Enjoying breakfast in the car, you leave the city behind and drive to the countryside. All that city pressure is replaced by the lush green vegetation Suriname is known for and you get that road trip feeling. Along the way, you will hear about the region’s history and traditions. Since Suriname is a melting pot of many different cultures, there is much to tell and if you are a language lover, you will not have time enough to learn them all.
Along the way, you may stop at some sights, such as historic plantations, churches or abandoned factories that have long been taken back by nature. Of course, whenever there is wildlife to be seen, your guide will spot them for you and park the car so you can take some pictures.
Your first stop of the day is close to the coast at a local fishermen’s village. You are greeted by one of the fishermen who tells you about their small business; how they make the nets and boats, what species of fish they catch and the history of the fishing village. Of course you will visit the smoke house and will get to taste some of the best smoked fish you will ever have. Visiting the local market you and your guide will pick up all that you need for your lunch later, which of course will include some fresh fish.
Nature in, garbage out
You then travel to the beach and meet up with a group of local volunteers. After the introductions, the project leader will tell you why they started doing these clean up days, how to do them properly and why protecting Suriname’s beaches is so important. You are handed your ‘protector of the beach’ gear and together with the rest of the group, you will clean the beach of any and all trash that you come across. During cleaning there is plenty of opportunity to get to know the local volunteers and learn about their everyday life’s in Suriname.
After working hard for a few hours and filling many trash bags, it is time for some good food, called njan in Surinamese. While the other volunteers keep on cleaning for a bit, you are greeted by a local cook who will teach you how to prepare a Surinamese fish lunch using the ingredients you have bought this morning.
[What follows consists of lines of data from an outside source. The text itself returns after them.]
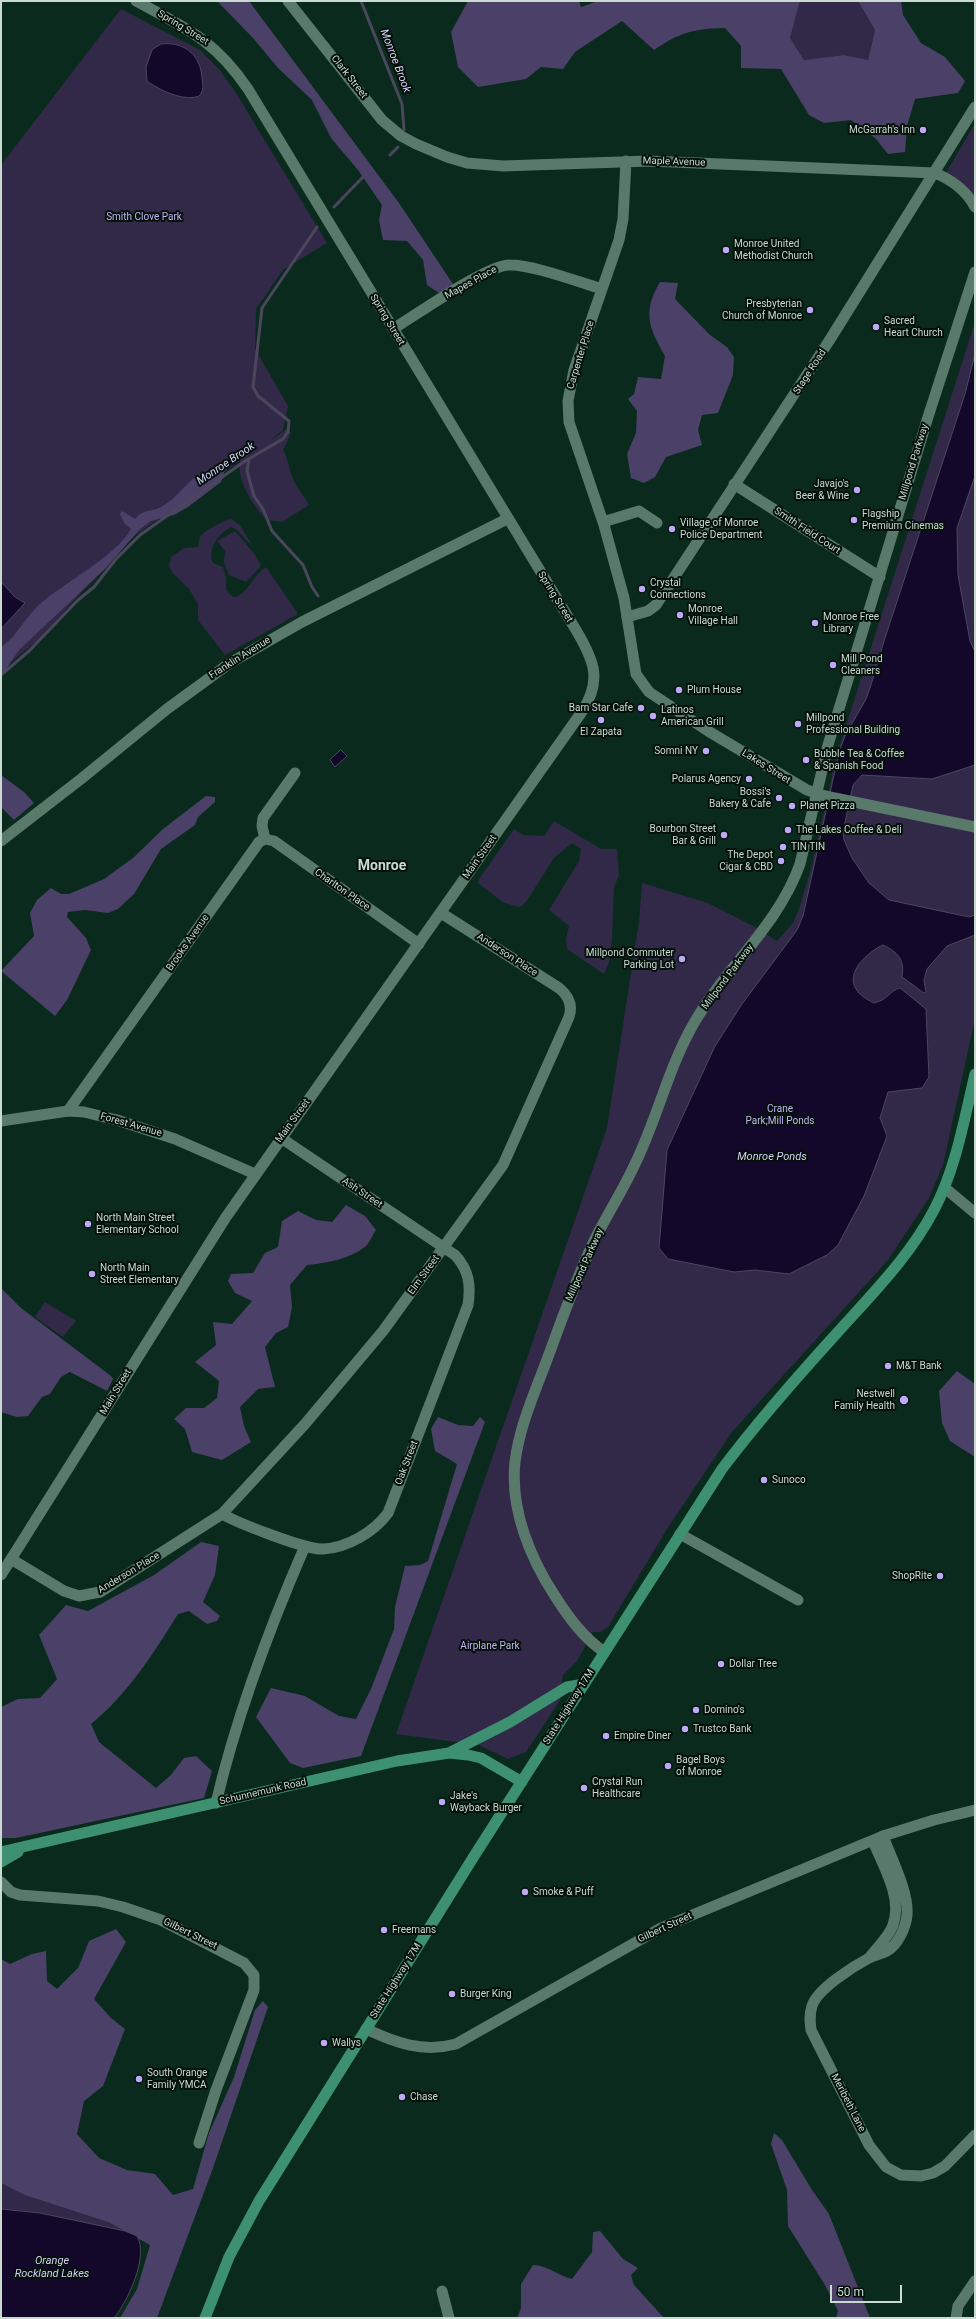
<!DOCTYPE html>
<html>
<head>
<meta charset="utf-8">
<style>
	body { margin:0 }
	#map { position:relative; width:976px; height:2319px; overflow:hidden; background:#0a2a1d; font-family:Roboto,sans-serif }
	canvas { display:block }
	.frame { position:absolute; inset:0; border:2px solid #c9dad1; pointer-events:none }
	.scale { position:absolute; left:830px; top:2285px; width:72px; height:18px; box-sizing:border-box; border:2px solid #c9dad1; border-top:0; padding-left:5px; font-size:12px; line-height:14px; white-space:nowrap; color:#c9dad1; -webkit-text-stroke:3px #04100a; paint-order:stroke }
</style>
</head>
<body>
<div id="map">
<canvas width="976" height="2319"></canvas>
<div class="frame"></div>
<div class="scale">50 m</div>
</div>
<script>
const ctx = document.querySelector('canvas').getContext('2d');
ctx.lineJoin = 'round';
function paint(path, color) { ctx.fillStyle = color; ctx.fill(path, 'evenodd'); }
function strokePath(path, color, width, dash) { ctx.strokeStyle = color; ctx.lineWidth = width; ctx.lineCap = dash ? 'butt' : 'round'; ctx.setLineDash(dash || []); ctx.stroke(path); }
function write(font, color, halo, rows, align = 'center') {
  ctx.font = font + ' Roboto,sans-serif'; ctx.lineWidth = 4; ctx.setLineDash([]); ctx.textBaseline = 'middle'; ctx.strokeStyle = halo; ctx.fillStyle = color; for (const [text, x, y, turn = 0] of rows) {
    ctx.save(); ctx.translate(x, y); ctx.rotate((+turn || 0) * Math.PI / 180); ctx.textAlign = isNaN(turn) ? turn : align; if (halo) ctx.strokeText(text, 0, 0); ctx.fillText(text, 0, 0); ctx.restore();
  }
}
const green = new Path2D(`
	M800 1H858L875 30 868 60 844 55 804 60 790 38Z
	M121 9 200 50 219 69 236 93 327 243 283 270 256 309 255 349 288 406 283 430 272 439V440L286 429 291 433 283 450C289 460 289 472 295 483 299 491 305 497 309 505L282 522 267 520C255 508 243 490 240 473 239 469 240 465 240 461L130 539 37 641 1 670V165Z
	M975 123V200L946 173Z
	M975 322V1019L943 1165 929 1198 888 1260 732 1432 667 1529 608 1627 600 1632H593L577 1661 563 1675 560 1700 526 1752 508 1759 479 1745 396 1734 607 1128 639 922 642 883 708 903 755 927 777 941 793 923 799 909 811 869 837 754Z
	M231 519 240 525 252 545C244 540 240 530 231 527 218 534 207 549 213 563L223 567 226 578V590L233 597C246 597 253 575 266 567L298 614 225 655 198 620V604L189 589 172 572 169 566 171 557 184 548 198 547C199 544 199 539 200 537 203 531 225 520 231 519Z
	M235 531 256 556 261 566 246 582 229 575 224 562 225 551 217 541Z
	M554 821 601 849H617L619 875 614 887 612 939 609 962 604 974 567 949 566 939 569 926 549 910 579 861 581 849 572 843 554 858 526 902 520 907 504 903 478 883 479 879 514 829 523 835 544 836Z
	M45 1302 76 1321 63 1337 35 1317Z
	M1 2183C41 2203 86 2209 125 2231L25 2211H1Z`);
const forest = new Path2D(`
	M217 1H249L399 203 453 284V288L442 295 427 285 423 260 407 241 383 240 379 220 382 205 358 170 331 138 312 100 278 68 253 38Z
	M468 1H579L581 7 598 1H800L790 38 804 60 844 55 868 60 875 30 858 1H901L903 15 921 43 945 57 965 81 958 93 915 99 907 126 905 152 888 154 875 138 851 120 824 123 809 115 781 69 741 68V46L725 28C692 29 681 32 654 50L622 21 575 52 563 69 541 67 526 79 478 87 458 67 451 32Z
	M660 282 678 283 675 299 710 335 727 347 734 357 733 375 718 413 702 415 698 430 702 445 666 457 655 477 644 483 631 478 627 454 636 433 637 411 628 399 634 394 638 377 661 379 665 356C649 328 642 312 660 282Z
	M226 466 221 482 188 507 174 515 151 521 140 529 105 569 19 650 1 677V647C15 639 26 616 40 604 65 582 116 556 131 529L124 523 120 514 122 511 135 519C143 509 150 512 159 508 187 494 187 470 226 466Z
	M1 775 24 792 34 803 14 820 1 807Z
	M206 796 215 797V802L198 817 195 825 161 849 134 894 118 909 108 913 85 910 68 912 67 917 86 938 91 950 67 1000 55 1016 1 971 34 936 30 913 37 900 51 888 61 894H69L104 879 133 858 163 829Z
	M346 1205 365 1216 376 1230C373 1234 370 1242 366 1246 350 1259 327 1263 307 1265L290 1285 292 1307 288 1327 276 1333 265 1347 275 1387 258 1389 240 1407 244 1426 251 1442 222 1460 192 1452 185 1429 174 1419 186 1408H204L217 1398 219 1381 195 1362 216 1345 213 1322 232 1324 252 1301 235 1293 228 1281 231 1274 253 1273 265 1253 278 1247 282 1221 298 1211 316 1220 332 1222Z
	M1 1288 21 1308 111 1376 113 1379 107 1391 70 1372 61 1377 50 1394 42 1397 28 1416 17 1417 1 1412Z
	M957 1371 975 1384V1457L950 1441 942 1423 939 1391Z
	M438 1417 458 1425 473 1426 480 1417 485 1422 361 1756 303 1768 290 1763 256 1717 271 1688 305 1696 339 1716 356 1719 371 1689 394 1629 395 1607 405 1566 420 1565 428 1561 457 1464 435 1451 431 1429Z
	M201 1542 219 1546 215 1575 203 1602 220 1616 217 1621 207 1624 189 1611 178 1614C153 1654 128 1694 91 1724L99 1742 156 1788 171 1775 184 1758 196 1756 212 1771 204 1798 16 1838H1V1707L18 1699 40 1698 57 1679 39 1635 66 1605 88 1611 154 1575Z
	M116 1929 126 1942 94 1999 111 2018 125 2029 103 2086 84 2101 77 2134 99 2158 127 2170 155 2174 173 2195 193 2189 209 2133 234 2077 255 2010 263 2001 268 2007 212 2171 157 2318H120L137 2289 150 2245 108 2222 25 2195 1 2183V1959L10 1964 32 1954 46 1951 47 1981 57 1989 78 1968 89 1941Z
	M774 2133 782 2140 812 2190 829 2214 870 2318H836L838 2311 825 2285 788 2226 787 2190 771 2144Z
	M600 2231 623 2259 638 2268 631 2275 634 2285 664 2318H517L521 2308V2284L533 2265C547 2265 559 2276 572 2279L592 2252 593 2232Z`);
const water = new Path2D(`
	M161 44C185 41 201 56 202 78 203 85 204 91 199 96 184 102 159 90 147 81L146 67 152 50Z
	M975 354V476L957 528 958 575 970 641 975 652V765L932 779 862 775 853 785 843 832 844 840 852 858 869 883 889 900 969 917 975 915V935L947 946 927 969 924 980 926 992 924 993 902 977C905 960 898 952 883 945 869 951 845 972 856 989 859 995 868 1000 874 1003 888 1000 890 990 900 988L926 1009 929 1077 922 1088 888 1092 880 1118 887 1136 864 1196 838 1245 827 1255 789 1274 755 1270 734 1272 668 1259 659 1248 667 1150 715 1046 742 1004 797 930 803 916 839 752 845 736 866 699 871 685 884 641 965 394Z
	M1 582 15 597 25 603 1 629Z
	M341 750 347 756 335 767 330 760Z
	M1 2209 40 2213 125 2231 137 2236C149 2256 128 2301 114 2318H1Z`);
const stream = new Path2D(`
	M361 1 402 104 404 130
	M390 155 398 147
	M334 207 364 176
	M249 459 247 471 254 496 263 509 272 531 303 565 312 587 318 596
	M1 675 29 651 78 600 94 587 116 559 140 535 245 461 283 439 288 432 289 421 258 396 253 387 262 308 317 227`);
const minor = new Path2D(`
	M288 1 382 120 401 136 416 144 447 157 467 163 503 166 649 161 935 173C952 180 966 190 975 207
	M626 161 623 219 619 240 574 370 568 401 569 422 604 525 624 598 627 617 648 611 656 605 829 341 975 107
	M393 329C416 315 488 264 510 265 534 265 578 282 602 289
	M734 484 880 577
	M603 522 639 511 657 523
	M265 839 274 841 419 944
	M265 839 262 826 263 818 295 773
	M1 841 81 779 167 709 230 663 302 622 507 519
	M68 1111 252 852 259 842 265 839
	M945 1188 975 1213
	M222 1514C238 1523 306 1550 323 1549 347 1548 374 1532 388 1513L468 1305C471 1285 469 1270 455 1255L281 1138
	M680 1534 798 1600
	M11 1559 64 1591 79 1596 100 1592 222 1514 305 1424 383 1331 503 1165 569 1017C573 1005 569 996 559 988L441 913
	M604 1652C583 1637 569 1618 555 1596 530 1558 510 1509 515 1462 519 1429 533 1396 545 1365 561 1322 576 1278 596 1237 608 1213 623 1190 634 1166 657 1120 668 1068 694 1023 726 967 778 926 800 864L828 745 928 417 975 272
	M216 1803C237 1714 269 1629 305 1546
	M883 1836C891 1858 909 1892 907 1915 906 1927 898 1945 887 1951 881 1954 875 1955 869 1958 854 1966 817 1989 812 2006 809 2015 810 2022 811 2030L869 2145 886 2167 901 2175 921 2176 933 2173 945 2166 975 2135
	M1 1882 11 1892 20 1895 98 1901 123 1907 161 1920 244 1963 254 1975V1990L216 2090 199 2143
	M870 1957C877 1947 889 1937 893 1925 903 1898 883 1866 873 1841
	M442 2291 449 2318
	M956 2318 958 2306 975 2281`);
const tertiary = new Path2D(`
	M627 617 636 674 649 692 708 731 807 790 825 796 975 827
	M1 1121 68 1111 84 1112 117 1120 175 1139 255 1174
	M1 1575 226 1217 581 713C603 681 594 660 576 630L248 89C215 40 186 28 136 1
	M366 2029C396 2043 423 2053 456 2044L661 1928 883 1836 934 1820 975 1810`);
const primary = new Path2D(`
	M449 1753 510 1722 567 1687 584 1684
	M1 1852 397 1761 449 1753 468 1755 481 1758 522 1782
	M1 1862 18 1852
	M205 2318 229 2257 259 2201 476 1853 722 1469C758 1421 797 1377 837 1333 872 1294 910 1256 934 1210 956 1168 964 1120 975 1074`);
const markers = [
	[923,130,4,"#bda9f5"],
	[726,250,4,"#bda9f5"],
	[810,310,4,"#bda9f5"],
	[876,327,4,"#bda9f5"],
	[857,490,4,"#bda9f5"],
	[854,520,4,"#bda9f5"],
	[672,529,4,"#bda9f5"],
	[642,589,4,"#bda9f5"],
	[680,615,4,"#bda9f5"],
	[815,623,4,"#bda9f5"],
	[833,665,4,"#bda9f5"],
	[679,690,4,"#bda9f5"],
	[641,708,4,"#bda9f5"],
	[653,716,4,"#bda9f5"],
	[601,720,4,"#bda9f5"],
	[798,724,4,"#bda9f5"],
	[706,751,4,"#bda9f5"],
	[806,760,4,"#bda9f5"],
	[749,779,4,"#bda9f5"],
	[779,798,4,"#bda9f5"],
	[792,806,4,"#bda9f5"],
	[788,830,4,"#bda9f5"],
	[724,835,4,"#bda9f5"],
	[783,847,4,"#bda9f5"],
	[781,861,4,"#bda9f5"],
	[682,959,4,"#bda9f5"],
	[88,1224,4,"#bda9f5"],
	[92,1274,4,"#bda9f5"],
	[888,1366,4,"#bda9f5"],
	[904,1400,5,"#bda9f5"],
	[764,1480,4,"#bda9f5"],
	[940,1576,4,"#bda9f5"],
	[721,1664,4,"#bda9f5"],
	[696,1710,4,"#bda9f5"],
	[685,1729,4,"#bda9f5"],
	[606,1736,4,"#bda9f5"],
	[668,1766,4,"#bda9f5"],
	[584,1788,4,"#bda9f5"],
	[442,1802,4,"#bda9f5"],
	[525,1892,4,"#bda9f5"],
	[384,1930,4,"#bda9f5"],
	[452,1994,4,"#bda9f5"],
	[324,2043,4,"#bda9f5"],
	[139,2079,4,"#bda9f5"],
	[402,2097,4,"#bda9f5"]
];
const streetNames = [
	["Spring Street",183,28,31],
	["Clark Street",349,77,52],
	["Maple Avenue",674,162,2],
	["Mapes Place",471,283,-29],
	["Spring Street",387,320,59],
	["Carpenter Place",581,355,-73],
	["Stage Road",810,372,-57],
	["Millpond Parkway",914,462,-73],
	["Smith Field Court",807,531,33],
	["Spring Street",555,597,58],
	["Franklin Avenue",240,658,-32],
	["Lakes Street",766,767,32],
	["Main Street",480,857,-55],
	["Charlton Place",342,890,35],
	["Brooks Avenue",188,943,-55],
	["Anderson Place",507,955,33],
	["Millpond Parkway",728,977,-53],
	["Main Street",293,1121,-54],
	["Forest Avenue",131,1125,16],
	["Ash Street",362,1193,34],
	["Millpond Parkway",585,1265,-66],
	["Elm Street",424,1275,-54],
	["Main Street",116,1392,-59],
	["Oak Street",407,1463,-69],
	["Anderson Place",129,1573,-31],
	["State Highway 17M",569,1707,-58],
	["Schunnemunk Road",263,1792,-13],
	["Gilbert Street",665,1928,-25],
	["Gilbert Street",190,1934,26],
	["State Highway 17M",396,1981,-58],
	["Meribeth Lane",848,2103,63]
];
const poiNames = [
	["McGarrah's Inn",915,130,"right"],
	["Monroe United",734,244],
	["Methodist Church",734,256],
	["Presbyterian",802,304,"right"],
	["Church of Monroe",802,316,"right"],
	["Sacred",884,321],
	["Heart Church",884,333],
	["Javajo's",849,484,"right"],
	["Beer & Wine",849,496,"right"],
	["Flagship",862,514],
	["Premium Cinemas",862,526],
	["Village of Monroe",680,523],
	["Police Department",680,535],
	["Crystal",650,583],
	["Connections",650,595],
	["Monroe",688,609],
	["Village Hall",688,621],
	["Monroe Free",823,617],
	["Library",823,629],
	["Mill Pond",841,659],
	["Cleaners",841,671],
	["Plum House",687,690],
	["Barn Star Cafe",633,708,"right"],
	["Latinos",661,710],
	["American Grill",661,722],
	["Millpond",806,718],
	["Professional Building",806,730],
	["El Zapata",601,732,"center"],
	["Somni NY",698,751,"right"],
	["Bubble Tea & Coffee",814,754],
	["& Spanish Food",814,766],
	["Polarus Agency",741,779,"right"],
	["Bossi's",771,792,"right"],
	["Bakery & Cafe",771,804,"right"],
	["Planet Pizza",800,806],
	["Bourbon Street",716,829,"right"],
	["Bar & Grill",716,841,"right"],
	["The Lakes Coffee & Deli",796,830],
	["TIN TIN",791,847],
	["The Depot",773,855,"right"],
	["Cigar & CBD",773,867,"right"],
	["Millpond Commuter",674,953,"right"],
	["Parking Lot",674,965,"right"],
	["North Main Street",96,1218],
	["Elementary School",96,1230],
	["North Main",100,1268],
	["Street Elementary",100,1280],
	["M&T Bank",896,1366],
	["Nestwell",895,1394,"right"],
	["Family Health",895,1406,"right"],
	["Sunoco",772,1480],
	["ShopRite",932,1576,"right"],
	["Dollar Tree",729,1664],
	["Domino's",704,1710],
	["Trustco Bank",693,1729],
	["Empire Diner",614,1736],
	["Bagel Boys",676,1760],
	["of Monroe",676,1772],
	["Crystal Run",592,1782],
	["Healthcare",592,1794],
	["Jake's",450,1796],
	["Wayback Burger",450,1808],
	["Smoke & Puff",533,1892],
	["Freemans",392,1930],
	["Burger King",460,1994],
	["Wallys",332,2043],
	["South Orange",147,2073],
	["Family YMCA",147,2085],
	["Chase",410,2097]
];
const parkNames = [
	["Smith Clove Park",144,217],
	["Crane",780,1109],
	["Park;Mill Ponds",780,1121],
	["Airplane Park",490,1646]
];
const waterNames = [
	["Monroe Brook",395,61,69],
	["Monroe Brook",226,464,-34],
	["Monroe Ponds",772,1157],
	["Orange",52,2261],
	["Rockland Lakes",52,2274]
];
const districtNames = [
	["Monroe",382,866]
];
paint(green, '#322949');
paint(forest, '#4b4067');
paint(water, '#14082a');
strokePath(water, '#4a475c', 1);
strokePath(stream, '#4a475c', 3);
strokePath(minor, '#597a6a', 11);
strokePath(tertiary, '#597a6a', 11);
strokePath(primary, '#3d9171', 11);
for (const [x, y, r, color] of markers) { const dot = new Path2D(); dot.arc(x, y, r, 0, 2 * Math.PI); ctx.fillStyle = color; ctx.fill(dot); strokePath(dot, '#04100a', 1.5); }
write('10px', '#c9dad1', '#04100a', streetNames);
write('10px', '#c9dad1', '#04100a', poiNames, 'left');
write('10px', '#c3b2f5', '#04100a', parkNames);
write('italic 11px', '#d7cef7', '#04100a', waterNames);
write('bold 14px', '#c9dad1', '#04100a', districtNames);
</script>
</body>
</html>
If possible, this will be a BBQ lunch. Your traditional lunch will be enjoyed with the whole group and for sure there will be lots of talk about all the different foods in the Surinamese cuisine. So get the best tips for where to eat during the rest of your stay during this lunch!
Keeping history alive
On our way back to the city, there is one more stop to make. Depending on the exact location of the beach cleaning, this will be a specific local heritage site such as a church or a plantation that is in need of restoration. The keeper shows you around and tell you all about its history. Grabbing some equipment, you set out to do so some light restoration work, for instance painting, tending to the gardens, helping to put up fences or signs…whatever is most needed at that time. Joined by your guide and some local villagers, the job that couldn’t be done without you, is now done with ease and in good company.